▶ _Instructions to follow_: Search for the word "textBaseline" in the entries. Each line that holds it should be copied.

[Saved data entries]
***

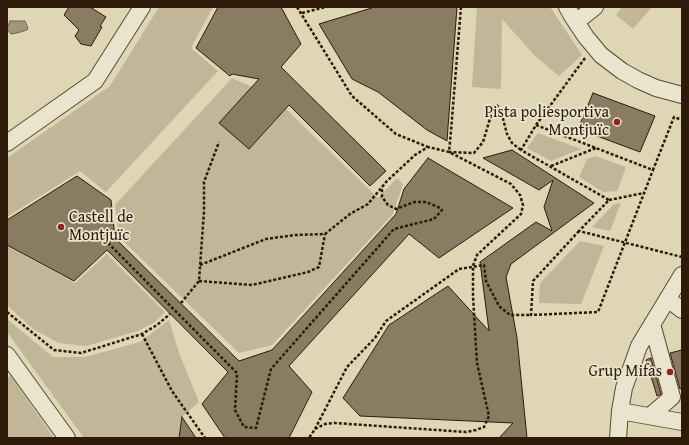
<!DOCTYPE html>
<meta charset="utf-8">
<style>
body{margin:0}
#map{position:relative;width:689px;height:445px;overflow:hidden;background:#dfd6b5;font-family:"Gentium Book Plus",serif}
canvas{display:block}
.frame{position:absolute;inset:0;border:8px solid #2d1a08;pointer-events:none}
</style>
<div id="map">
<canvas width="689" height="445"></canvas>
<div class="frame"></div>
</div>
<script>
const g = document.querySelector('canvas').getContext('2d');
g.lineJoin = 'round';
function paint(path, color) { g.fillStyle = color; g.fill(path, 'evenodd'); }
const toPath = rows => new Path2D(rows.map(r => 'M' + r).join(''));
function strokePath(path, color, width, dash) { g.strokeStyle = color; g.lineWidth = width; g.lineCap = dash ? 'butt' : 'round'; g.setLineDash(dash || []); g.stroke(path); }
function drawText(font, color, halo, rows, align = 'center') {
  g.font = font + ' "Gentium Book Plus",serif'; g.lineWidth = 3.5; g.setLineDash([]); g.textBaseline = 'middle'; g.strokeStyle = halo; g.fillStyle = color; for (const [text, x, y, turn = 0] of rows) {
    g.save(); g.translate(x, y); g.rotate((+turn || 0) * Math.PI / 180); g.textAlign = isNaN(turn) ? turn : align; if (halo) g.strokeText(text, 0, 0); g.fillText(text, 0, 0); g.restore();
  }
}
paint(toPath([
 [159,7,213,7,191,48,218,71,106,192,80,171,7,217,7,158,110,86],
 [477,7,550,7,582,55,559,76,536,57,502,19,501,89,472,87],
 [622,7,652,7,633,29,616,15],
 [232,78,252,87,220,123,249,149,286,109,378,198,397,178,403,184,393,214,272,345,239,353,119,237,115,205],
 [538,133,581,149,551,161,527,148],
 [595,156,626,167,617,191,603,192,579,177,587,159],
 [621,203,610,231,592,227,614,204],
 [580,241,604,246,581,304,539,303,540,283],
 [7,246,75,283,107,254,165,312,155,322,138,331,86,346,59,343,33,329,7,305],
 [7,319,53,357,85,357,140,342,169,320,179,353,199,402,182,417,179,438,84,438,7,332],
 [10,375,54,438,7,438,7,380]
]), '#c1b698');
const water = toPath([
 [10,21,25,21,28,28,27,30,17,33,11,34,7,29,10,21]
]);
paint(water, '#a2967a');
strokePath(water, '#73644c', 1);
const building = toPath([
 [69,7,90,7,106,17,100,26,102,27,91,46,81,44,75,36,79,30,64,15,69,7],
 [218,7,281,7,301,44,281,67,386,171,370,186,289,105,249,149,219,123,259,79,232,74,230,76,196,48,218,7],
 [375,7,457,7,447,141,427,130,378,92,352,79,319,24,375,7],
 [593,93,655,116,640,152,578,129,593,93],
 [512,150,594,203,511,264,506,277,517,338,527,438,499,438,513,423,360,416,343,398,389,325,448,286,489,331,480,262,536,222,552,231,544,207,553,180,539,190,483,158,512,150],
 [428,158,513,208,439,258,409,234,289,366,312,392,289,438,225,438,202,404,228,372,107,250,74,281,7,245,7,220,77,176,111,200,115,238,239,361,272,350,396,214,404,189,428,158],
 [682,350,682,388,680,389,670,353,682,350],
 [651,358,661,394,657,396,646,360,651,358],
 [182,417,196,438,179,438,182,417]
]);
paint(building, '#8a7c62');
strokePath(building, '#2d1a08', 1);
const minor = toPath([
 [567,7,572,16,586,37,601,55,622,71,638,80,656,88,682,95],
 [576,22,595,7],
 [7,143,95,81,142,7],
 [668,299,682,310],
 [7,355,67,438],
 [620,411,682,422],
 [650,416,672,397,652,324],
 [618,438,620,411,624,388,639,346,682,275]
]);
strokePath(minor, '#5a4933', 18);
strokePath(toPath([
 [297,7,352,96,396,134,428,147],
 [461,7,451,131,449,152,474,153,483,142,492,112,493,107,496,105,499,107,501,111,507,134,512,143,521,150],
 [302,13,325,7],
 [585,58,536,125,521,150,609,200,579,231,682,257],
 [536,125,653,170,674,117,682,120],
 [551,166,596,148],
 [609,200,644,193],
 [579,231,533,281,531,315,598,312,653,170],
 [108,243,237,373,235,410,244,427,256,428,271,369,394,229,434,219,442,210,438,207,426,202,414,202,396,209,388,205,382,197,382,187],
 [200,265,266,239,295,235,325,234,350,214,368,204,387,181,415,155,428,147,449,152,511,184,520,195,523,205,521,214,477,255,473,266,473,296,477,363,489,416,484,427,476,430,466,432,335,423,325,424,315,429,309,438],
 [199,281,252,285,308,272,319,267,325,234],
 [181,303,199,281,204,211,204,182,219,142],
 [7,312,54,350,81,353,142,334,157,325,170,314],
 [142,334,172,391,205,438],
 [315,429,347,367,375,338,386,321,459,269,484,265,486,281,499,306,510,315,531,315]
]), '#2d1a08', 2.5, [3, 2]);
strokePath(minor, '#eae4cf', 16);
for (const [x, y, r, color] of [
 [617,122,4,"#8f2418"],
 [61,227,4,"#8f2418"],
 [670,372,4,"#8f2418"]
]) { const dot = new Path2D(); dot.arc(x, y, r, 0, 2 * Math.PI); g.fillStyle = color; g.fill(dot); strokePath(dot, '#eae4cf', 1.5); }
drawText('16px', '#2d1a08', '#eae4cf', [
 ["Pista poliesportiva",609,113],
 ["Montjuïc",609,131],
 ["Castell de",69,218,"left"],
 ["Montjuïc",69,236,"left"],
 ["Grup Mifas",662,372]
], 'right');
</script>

***

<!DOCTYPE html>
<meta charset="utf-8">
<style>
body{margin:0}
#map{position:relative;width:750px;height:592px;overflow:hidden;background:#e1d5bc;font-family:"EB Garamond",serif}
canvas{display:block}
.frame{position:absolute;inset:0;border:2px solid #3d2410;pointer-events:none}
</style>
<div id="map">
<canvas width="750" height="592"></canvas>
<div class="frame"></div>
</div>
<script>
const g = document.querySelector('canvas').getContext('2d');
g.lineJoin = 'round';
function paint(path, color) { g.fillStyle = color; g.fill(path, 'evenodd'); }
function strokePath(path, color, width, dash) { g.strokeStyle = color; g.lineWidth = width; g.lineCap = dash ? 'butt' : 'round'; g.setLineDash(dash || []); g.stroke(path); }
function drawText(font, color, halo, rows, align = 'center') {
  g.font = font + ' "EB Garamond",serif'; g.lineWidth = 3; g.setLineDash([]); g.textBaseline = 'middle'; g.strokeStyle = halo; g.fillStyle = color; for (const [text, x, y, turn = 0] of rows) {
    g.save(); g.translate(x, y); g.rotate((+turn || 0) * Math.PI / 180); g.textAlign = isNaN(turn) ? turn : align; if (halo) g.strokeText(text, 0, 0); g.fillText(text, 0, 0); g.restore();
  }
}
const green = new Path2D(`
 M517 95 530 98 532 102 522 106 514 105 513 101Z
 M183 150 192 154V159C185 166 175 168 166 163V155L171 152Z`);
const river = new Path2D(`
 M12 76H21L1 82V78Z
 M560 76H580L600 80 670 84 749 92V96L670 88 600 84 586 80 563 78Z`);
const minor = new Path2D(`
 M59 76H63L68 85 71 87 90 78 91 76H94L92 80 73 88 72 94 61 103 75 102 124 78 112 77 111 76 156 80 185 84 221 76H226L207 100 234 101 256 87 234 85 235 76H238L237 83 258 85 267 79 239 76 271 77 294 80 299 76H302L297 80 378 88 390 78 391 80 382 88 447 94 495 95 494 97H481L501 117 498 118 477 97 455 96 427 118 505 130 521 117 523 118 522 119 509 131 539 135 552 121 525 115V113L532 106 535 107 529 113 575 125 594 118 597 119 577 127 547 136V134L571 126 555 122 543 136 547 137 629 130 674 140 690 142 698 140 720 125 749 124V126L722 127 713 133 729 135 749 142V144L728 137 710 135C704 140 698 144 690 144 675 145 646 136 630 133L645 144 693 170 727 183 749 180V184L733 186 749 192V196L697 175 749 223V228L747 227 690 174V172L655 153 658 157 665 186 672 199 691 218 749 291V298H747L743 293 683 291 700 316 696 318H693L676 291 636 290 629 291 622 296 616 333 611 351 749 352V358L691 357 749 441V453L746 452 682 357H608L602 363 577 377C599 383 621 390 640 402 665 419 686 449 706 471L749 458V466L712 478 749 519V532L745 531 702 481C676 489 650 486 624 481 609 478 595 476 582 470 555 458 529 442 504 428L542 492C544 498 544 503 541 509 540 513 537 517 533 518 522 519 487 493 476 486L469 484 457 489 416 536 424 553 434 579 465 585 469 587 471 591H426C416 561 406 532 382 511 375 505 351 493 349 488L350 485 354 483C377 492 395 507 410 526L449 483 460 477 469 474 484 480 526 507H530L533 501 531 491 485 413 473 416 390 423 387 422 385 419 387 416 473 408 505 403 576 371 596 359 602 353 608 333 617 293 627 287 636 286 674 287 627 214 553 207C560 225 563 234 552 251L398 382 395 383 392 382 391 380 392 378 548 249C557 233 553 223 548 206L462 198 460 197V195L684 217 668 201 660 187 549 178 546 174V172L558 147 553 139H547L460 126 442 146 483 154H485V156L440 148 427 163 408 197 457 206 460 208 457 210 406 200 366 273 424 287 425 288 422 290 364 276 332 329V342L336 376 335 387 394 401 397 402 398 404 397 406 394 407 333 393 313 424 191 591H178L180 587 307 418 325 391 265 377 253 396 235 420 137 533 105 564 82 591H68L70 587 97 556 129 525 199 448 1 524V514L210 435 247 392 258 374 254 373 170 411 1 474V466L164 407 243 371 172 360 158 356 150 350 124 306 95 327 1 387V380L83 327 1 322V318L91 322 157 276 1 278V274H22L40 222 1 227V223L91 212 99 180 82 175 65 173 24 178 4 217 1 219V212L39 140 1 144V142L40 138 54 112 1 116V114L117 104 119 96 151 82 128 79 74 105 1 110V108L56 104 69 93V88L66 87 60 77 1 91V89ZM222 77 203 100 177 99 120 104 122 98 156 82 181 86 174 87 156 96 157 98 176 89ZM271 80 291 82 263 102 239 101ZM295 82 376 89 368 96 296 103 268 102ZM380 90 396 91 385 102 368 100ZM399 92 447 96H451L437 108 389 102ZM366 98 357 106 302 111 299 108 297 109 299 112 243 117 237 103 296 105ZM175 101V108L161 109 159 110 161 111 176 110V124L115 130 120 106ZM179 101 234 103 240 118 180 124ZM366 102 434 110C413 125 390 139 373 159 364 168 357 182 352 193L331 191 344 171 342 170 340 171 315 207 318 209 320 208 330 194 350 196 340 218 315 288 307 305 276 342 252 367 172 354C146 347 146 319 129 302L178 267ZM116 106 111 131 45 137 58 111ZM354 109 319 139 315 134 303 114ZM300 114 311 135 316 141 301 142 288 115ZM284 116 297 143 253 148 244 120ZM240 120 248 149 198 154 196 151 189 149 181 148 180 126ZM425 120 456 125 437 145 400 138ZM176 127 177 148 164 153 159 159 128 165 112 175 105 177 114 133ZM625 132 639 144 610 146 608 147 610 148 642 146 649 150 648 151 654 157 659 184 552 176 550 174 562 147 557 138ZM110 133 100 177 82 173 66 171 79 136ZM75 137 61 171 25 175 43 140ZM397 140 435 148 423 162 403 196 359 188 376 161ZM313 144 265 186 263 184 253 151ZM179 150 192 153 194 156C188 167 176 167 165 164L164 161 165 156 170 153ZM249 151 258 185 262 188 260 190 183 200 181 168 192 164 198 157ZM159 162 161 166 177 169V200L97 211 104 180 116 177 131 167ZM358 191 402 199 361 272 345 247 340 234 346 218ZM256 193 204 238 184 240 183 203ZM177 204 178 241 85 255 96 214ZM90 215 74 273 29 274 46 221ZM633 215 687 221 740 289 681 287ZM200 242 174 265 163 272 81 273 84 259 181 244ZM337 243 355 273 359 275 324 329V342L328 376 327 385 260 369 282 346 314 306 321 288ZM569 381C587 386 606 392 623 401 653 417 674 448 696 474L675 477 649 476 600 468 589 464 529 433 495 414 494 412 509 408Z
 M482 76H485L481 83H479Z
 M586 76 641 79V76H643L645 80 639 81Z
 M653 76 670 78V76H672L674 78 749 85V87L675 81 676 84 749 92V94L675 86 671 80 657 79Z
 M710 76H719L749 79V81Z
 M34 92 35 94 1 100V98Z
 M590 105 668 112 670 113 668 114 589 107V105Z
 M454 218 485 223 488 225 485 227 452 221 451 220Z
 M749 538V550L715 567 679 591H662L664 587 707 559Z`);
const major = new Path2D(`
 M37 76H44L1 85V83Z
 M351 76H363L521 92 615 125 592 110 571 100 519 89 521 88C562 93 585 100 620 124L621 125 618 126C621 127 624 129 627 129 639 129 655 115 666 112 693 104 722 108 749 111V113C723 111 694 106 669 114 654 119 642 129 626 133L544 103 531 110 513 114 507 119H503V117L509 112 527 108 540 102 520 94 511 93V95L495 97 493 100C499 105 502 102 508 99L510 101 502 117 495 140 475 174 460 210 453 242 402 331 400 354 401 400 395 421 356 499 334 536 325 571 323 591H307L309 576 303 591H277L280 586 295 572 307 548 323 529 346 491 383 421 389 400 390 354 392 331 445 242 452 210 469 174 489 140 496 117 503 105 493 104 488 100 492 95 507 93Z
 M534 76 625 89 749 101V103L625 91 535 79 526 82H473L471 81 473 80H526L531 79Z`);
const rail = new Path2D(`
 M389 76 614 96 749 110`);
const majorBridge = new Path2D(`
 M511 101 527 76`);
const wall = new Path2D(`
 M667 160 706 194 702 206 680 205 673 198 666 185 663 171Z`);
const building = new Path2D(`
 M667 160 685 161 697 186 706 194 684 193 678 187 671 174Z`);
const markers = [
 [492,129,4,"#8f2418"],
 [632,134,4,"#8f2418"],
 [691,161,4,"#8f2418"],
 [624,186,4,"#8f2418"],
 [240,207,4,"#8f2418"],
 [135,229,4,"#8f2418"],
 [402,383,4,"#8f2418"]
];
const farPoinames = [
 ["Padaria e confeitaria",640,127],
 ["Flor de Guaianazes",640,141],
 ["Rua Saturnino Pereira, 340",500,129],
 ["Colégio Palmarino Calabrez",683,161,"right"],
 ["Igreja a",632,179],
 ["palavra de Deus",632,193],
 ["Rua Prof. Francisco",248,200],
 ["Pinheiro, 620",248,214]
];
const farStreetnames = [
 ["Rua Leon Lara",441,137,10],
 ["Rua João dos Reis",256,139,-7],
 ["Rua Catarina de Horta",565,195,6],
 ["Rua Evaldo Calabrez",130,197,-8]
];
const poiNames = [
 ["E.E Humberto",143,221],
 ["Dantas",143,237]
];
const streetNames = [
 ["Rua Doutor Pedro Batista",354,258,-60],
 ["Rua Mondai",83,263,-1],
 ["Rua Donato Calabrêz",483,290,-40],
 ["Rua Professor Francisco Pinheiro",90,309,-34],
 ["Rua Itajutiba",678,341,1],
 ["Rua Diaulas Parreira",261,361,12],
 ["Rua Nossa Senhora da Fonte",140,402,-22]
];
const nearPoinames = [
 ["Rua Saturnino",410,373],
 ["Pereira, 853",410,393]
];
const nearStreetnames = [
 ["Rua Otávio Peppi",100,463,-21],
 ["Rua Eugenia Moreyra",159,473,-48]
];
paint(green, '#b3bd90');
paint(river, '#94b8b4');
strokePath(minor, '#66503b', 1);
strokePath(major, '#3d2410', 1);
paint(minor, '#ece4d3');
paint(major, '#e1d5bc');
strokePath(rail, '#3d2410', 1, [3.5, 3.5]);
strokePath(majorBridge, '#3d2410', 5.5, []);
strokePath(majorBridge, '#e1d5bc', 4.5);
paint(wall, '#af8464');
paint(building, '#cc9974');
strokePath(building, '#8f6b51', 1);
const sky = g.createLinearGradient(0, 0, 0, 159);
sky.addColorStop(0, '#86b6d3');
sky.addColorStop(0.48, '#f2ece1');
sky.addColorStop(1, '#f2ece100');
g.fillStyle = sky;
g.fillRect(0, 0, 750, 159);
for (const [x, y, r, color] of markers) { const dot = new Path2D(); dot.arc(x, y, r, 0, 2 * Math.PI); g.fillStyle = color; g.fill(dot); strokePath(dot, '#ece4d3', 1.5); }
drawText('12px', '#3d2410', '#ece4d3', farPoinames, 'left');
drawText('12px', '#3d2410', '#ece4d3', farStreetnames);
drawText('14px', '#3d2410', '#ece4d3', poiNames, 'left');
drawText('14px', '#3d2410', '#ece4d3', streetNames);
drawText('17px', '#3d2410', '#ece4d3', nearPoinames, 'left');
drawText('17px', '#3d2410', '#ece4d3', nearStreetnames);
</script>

***

▶ _Task result_:
  g.font = font + ' "Gentium Book Plus",serif'; g.lineWidth = 3.5; g.setLineDash([]); g.textBaseline = 'middle'; g.strokeStyle = halo; g.fillStyle = color; for (const [text, x, y, turn = 0] of rows) {
  g.font = font + ' "EB Garamond",serif'; g.lineWidth = 3; g.setLineDash([]); g.textBaseline = 'middle'; g.strokeStyle = halo; g.fillStyle = color; for (const [text, x, y, turn = 0] of rows) {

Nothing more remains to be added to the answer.